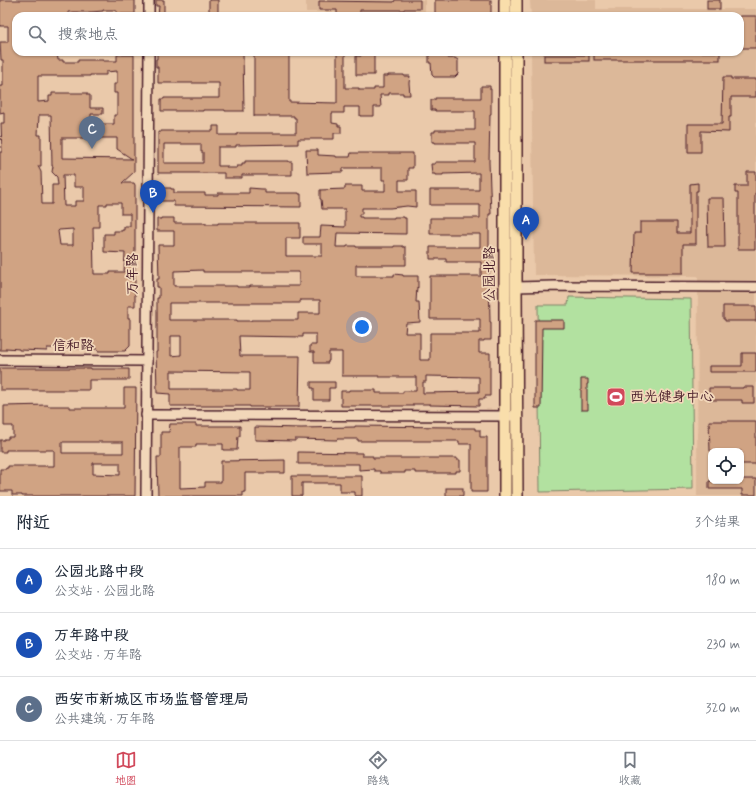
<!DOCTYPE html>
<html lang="zh">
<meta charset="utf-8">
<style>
:root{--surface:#fff;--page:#f6f6f7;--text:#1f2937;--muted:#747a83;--line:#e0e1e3;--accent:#d1495b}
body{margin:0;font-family:Mynerve,"LXGW WenKai TC",sans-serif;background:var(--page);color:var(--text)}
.controls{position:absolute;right:12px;bottom:12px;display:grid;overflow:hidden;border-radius:8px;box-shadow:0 1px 3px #0004}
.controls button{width:36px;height:36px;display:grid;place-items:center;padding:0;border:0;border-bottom:1px solid var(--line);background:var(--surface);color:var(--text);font:20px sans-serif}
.you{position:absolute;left:362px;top:327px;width:14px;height:14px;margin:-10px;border:3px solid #fff;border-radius:50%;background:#1a73e8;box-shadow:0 0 0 6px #1a73e833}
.badge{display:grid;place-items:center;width:26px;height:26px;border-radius:50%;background:var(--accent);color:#fff;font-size:13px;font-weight:700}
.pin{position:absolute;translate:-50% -33px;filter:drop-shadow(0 1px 2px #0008)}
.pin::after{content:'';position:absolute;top:21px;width:14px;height:12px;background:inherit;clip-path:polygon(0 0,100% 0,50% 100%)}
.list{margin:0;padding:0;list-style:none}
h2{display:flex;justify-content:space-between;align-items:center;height:52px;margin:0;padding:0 16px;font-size:17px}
h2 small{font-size:13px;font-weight:400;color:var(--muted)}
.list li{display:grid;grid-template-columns:26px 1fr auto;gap:12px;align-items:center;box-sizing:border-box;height:64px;padding:0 16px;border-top:1px solid var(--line)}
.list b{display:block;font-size:15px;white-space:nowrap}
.list p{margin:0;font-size:13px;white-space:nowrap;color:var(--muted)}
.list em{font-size:13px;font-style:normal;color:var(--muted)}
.icon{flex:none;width:22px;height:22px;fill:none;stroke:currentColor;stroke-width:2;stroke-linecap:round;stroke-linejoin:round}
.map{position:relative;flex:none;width:756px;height:496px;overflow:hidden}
.search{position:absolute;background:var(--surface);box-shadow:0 1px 3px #0004;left:12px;right:12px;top:12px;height:44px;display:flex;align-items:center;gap:10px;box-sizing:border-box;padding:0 14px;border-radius:12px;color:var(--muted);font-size:15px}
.sheet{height:244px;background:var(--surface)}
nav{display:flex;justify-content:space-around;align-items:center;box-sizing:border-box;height:56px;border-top:1px solid var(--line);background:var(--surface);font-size:11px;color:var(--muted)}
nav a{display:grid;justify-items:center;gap:2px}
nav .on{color:var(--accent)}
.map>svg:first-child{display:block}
.built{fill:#dcb899;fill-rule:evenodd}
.green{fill:#b2e1a0;stroke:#7e8066}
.building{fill:#d0a383;stroke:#4a1f2b;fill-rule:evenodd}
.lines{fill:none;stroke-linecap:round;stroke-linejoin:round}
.minor-casing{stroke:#4a1f2b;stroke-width:12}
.major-casing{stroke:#4a1f2b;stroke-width:14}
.minor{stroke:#f2d7b9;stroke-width:9}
.major{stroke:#f9deab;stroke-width:11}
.labels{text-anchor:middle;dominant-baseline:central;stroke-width:3.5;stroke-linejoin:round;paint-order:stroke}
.street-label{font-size:14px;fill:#4a1f2b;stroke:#f2d7b9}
.poi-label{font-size:14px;fill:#4a1f2b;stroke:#f2d7b9;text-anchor:start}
</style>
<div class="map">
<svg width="756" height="496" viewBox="0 0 756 496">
<rect width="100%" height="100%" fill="#eac9aa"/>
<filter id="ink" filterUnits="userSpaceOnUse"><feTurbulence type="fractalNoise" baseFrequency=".025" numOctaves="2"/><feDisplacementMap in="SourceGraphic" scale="8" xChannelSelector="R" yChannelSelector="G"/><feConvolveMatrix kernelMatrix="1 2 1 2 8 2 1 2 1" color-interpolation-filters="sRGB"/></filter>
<g filter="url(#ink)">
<g class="built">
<rect x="306" y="0" width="119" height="12"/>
<path d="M530,0H596V9H756V496H697L698,276L534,275L531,52H740V16H531ZM711,451H741V481H711Z"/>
</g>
<polygon class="green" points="569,297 691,299 693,489 540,492 538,305 568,305"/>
<g class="building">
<path d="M0,0H135V14H117V11H115V10H103V11L91,12H68V16H42V13H31L32,16H16V52H33V53L57,52L58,60H63V62H78V60H103V61H117V55H134V172L122,183H134L135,185V306H128V318H130V346L125,351H98V349L47,348V351L19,350V349L6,348V350H0V152H2L1,123H4V112L0,113V86H3V60H1L0,42H8V26H0ZM117,71V84H114V93H117V115H114V124H91V114H103V108H90V95H87V93H52V96H49V101L38,102V76H90V75H106V72ZM39,115H51L52,166H53L52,172L57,177L58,185H52V204H42L41,172L38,166H41V135H38ZM62,138H117V149L132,159L62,158ZM63,175H74V187H84V201H75V206H64ZM107,203H121V214H130V226H124V230H122V231H114V234H104V252L125,253L124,272H110V274H94L93,227H99V205H107ZM73,229V245H60L58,231L59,230Z"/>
<polygon points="156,0 164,0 164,16 158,16 159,6 156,6"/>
<rect x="209" y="0" width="9" height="16"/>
<polygon points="395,0 420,0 420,9 404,9 404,10 360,10 360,16 337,16 337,10 319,10 319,1 394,2"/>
<rect x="435" y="0" width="56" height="16"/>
<rect x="707" y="0" width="13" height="9"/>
<rect x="740" y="16" width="16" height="32"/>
<polygon points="157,52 243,52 244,111 225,111 225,110 203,110 203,111 161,111 161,99 164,99 164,98 219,98 219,83 158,83 158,67 156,67 156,59 157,59"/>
<path d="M254,52H289V102L337,103V52H345V88H359V90H374V88H383V76H388V75H404V76H410L409,83L410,95H403V93H389V95H380L381,107H374V116H360V107H344V113H332V123L338,124V126H341V133H334V139H298V144L236,145V147H218V166H227V168H237V166H242V163H245V161H289V162H292V175H242V178H224V173H158V132H161V131H213V126H219V135H237V133H296V118H294V116H254ZM164,144H201V152H203V163H164Z"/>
<polygon points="361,52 374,52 374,75 356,75 356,56 361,56"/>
<polygon points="429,52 448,52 448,58 455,58 458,60 458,74 455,77 434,77 432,75 431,63 429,63"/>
<rect x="594" y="52" width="126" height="8"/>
<rect x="544" y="55" width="45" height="6"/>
<polygon points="723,77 731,77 731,79 756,79 756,97 731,97 731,117 729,117 729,132 701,131 701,152 688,152 688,124 722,124"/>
<path d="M481,86H490V89H491V114H490L489,162L491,214H489V250H491V271H489L490,322H491V340H484V341H479V353H490V396H485V399H479V406L430,405V404H413V406H341V391H349V390H376V393H403V391H416V377H379V376H342V352H329V361H328V363H315V361H314V352H310V345H316V334H303V337L239,336L240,356H300L299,407H250V406H170V394L157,393L156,352H157V298H159V287H157V279H159L158,245H174V231H157V219H161V218H174V223H205V224H218V223H300V238H286V256H322V244H303V237H320L321,226L345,227V209H322L321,199H320V190L345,189V186H362V191H385V180H382V168H343V172H338L307,173L306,150H318V155L336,156V157H350L351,153H413V168H408V180H399V191H416V207L407,206L390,208H362V214H359V217H362V218H394V217H404V218H406V234L337,233L336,247H347V246H356V247H394V246H403V247H406V265H356V276H394V274L403,275V276H418V288L417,287L416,302H419L420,322L406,323L405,333H420V360H430V333H480V319H430V276H481V262H446V259H430V247H480V234H430V218H480V205H430V190H479V173L443,174V175H435V174H432L431,164H435V162H475V143H435V142H432V132H435V130H475V111H435V110H431V100H435V98H481ZM203,270V272H299V286H250V287H237V286H174V271ZM300,300H320V313H298V320H251V321H237V320H169V303H300ZM171,336H181V355L171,356ZM171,371L250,372V390H237V389H171ZM426,376L479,377V392L423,393V382H426Z"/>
<polygon points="747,172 756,172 756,193 755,193 755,249 738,249 738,193 735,193 735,186 747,186"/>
<polygon points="698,183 698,191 696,191 696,244 683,244 683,273 633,273 634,233 640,233 640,222 677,222 677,233 690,233 690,184"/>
<polygon points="161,188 171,188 171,189 174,189 174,193 205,193 205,195 218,195 218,193 249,193 249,188 262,189 265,189 265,193 299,193 299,194 301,194 301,207 174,206 174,201 157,201 157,189 161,189"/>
<polygon points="707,198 724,198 725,247 708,247"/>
<polygon points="723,306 756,306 756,321 725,321 725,319 723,319"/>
<polygon points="535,320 564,320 564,328 542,328 541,408 535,408"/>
<polygon points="742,353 756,353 756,372 709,372 709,366 742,366"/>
<polygon points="0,368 91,368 91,369 129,369 129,380 89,380 89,390 0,390"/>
<polygon points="581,379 588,379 588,384 587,384 587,404 588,404 588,410 581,410"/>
<polygon points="311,382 335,382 335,388 329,388 329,400 314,400 314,388 311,388"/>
<polygon points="743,387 754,387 754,403 742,403 742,400 709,400 709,388 743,388"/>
<path d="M124,388H136L135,496H22V495H12V491H0V469H6V468H8V466H54V450H6V452H0V440H4V439H8V437H13V426H4V406L48,405V406H70V408H124ZM62,442H123V453H62ZM93,463H120V475L93,474Z"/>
<polygon points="709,421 756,421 756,464 741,464 741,451 710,451"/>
<polygon points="170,424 196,424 196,426 240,426 240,436 238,436 237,450 223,450 223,444 196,444 196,447 180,447 180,488 205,487 205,482 221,482 221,461 285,460 285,473 245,473 245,492 243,492 243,496 158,496 157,457 161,457 161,432 169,432"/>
<polygon points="355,426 453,427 453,428 475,428 475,430 480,430 480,437 487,437 487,492 471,492 471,444 459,444 459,441 358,441 358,439 337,439 337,440 295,439 295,441 255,440 255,427 301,428 355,427"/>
<polygon points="298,452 362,453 362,456 373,456 373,458 457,458 457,460 460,460 460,471 456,471 456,473 415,473 415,471 405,471 405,473 380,473 380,471 374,471 374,469 359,470 359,464 298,464"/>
<polygon points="292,476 362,476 362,496 355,496 355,492 340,492 340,483 302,483 302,496 292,496"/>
<polygon points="741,479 756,479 756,495 742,495 742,489 709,489 709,481 741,481"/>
<rect x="446" y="488" width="17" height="8"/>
</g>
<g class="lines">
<defs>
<g id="minor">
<polyline points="149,16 149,0"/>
<polyline points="516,287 554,286 756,287"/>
<polyline points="0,360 147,361"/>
<polyline points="146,415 517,416"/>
<polyline points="146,496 149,52"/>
</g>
<g id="major">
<polyline points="505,0 505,16"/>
<polyline points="516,16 516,0"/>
<polyline points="516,52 516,287 517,496"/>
<polyline points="505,496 505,52"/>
</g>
</defs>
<use href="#minor" class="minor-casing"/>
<use href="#major" class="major-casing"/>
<use href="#minor" class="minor"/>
<use href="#major" class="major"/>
</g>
</g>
<defs>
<symbol id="stadium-square" viewBox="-11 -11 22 22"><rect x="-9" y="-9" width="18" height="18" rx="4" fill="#d1495b" stroke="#f2d7b9"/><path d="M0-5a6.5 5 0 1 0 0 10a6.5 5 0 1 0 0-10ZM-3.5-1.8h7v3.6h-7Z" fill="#fff"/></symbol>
</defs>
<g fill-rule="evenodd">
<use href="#stadium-square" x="605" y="386" width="22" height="22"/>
</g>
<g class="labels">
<g class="street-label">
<text transform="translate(133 274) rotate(-90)">万年路</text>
<text transform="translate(490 274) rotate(-90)">公园北路</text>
<text x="73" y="346">信和路</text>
</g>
<g class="poi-label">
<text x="630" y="397">西光健身中心</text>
</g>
</g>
</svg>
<div class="controls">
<button><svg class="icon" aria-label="locate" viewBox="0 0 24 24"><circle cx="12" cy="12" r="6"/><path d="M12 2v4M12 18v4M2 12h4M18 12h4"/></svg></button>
</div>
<div class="you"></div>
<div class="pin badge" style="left:526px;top:240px;background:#1a4fb4">A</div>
<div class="pin badge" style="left:153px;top:213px;background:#1a4fb4">B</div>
<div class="pin badge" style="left:92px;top:149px;background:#5c6f8a">C</div>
<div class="search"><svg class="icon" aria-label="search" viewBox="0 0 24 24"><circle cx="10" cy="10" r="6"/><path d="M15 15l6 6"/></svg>搜索地点</div>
</div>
<section class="sheet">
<h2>附近<small>3个结果</small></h2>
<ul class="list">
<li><span class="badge" style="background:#1a4fb4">A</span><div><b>公园北路中段</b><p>公交站 · 公园北路</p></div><em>180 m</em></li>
<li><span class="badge" style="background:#1a4fb4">B</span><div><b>万年路中段</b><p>公交站 · 万年路</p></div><em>230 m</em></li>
<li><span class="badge" style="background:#5c6f8a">C</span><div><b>西安市新城区市场监督管理局</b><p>公共建筑 · 万年路</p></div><em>320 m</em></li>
</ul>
</section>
<nav>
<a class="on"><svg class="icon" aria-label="map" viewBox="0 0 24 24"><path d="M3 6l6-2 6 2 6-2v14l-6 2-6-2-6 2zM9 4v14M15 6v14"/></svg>地图</a>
<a><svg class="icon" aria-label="directions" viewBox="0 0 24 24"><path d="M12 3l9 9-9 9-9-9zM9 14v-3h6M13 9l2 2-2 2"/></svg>路线</a>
<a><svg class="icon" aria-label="saved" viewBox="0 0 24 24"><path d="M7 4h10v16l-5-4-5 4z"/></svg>收藏</a>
</nav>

*****

> Action item
The lines you need are those containing "filter"; find them in the records and copy them.

> Answer
.pin{position:absolute;translate:-50% -33px;filter:drop-shadow(0 1px 2px #0008)}
<filter id="ink" filterUnits="userSpaceOnUse"><feTurbulence type="fractalNoise" baseFrequency=".025" numOctaves="2"/><feDisplacementMap in="SourceGraphic" scale="8" xChannelSelector="R" yChannelSelector="G"/><feConvolveMatrix kernelMatrix="1 2 1 2 8 2 1 2 1" color-interpolation-filters="sRGB"/></filter>
<g filter="url(#ink)">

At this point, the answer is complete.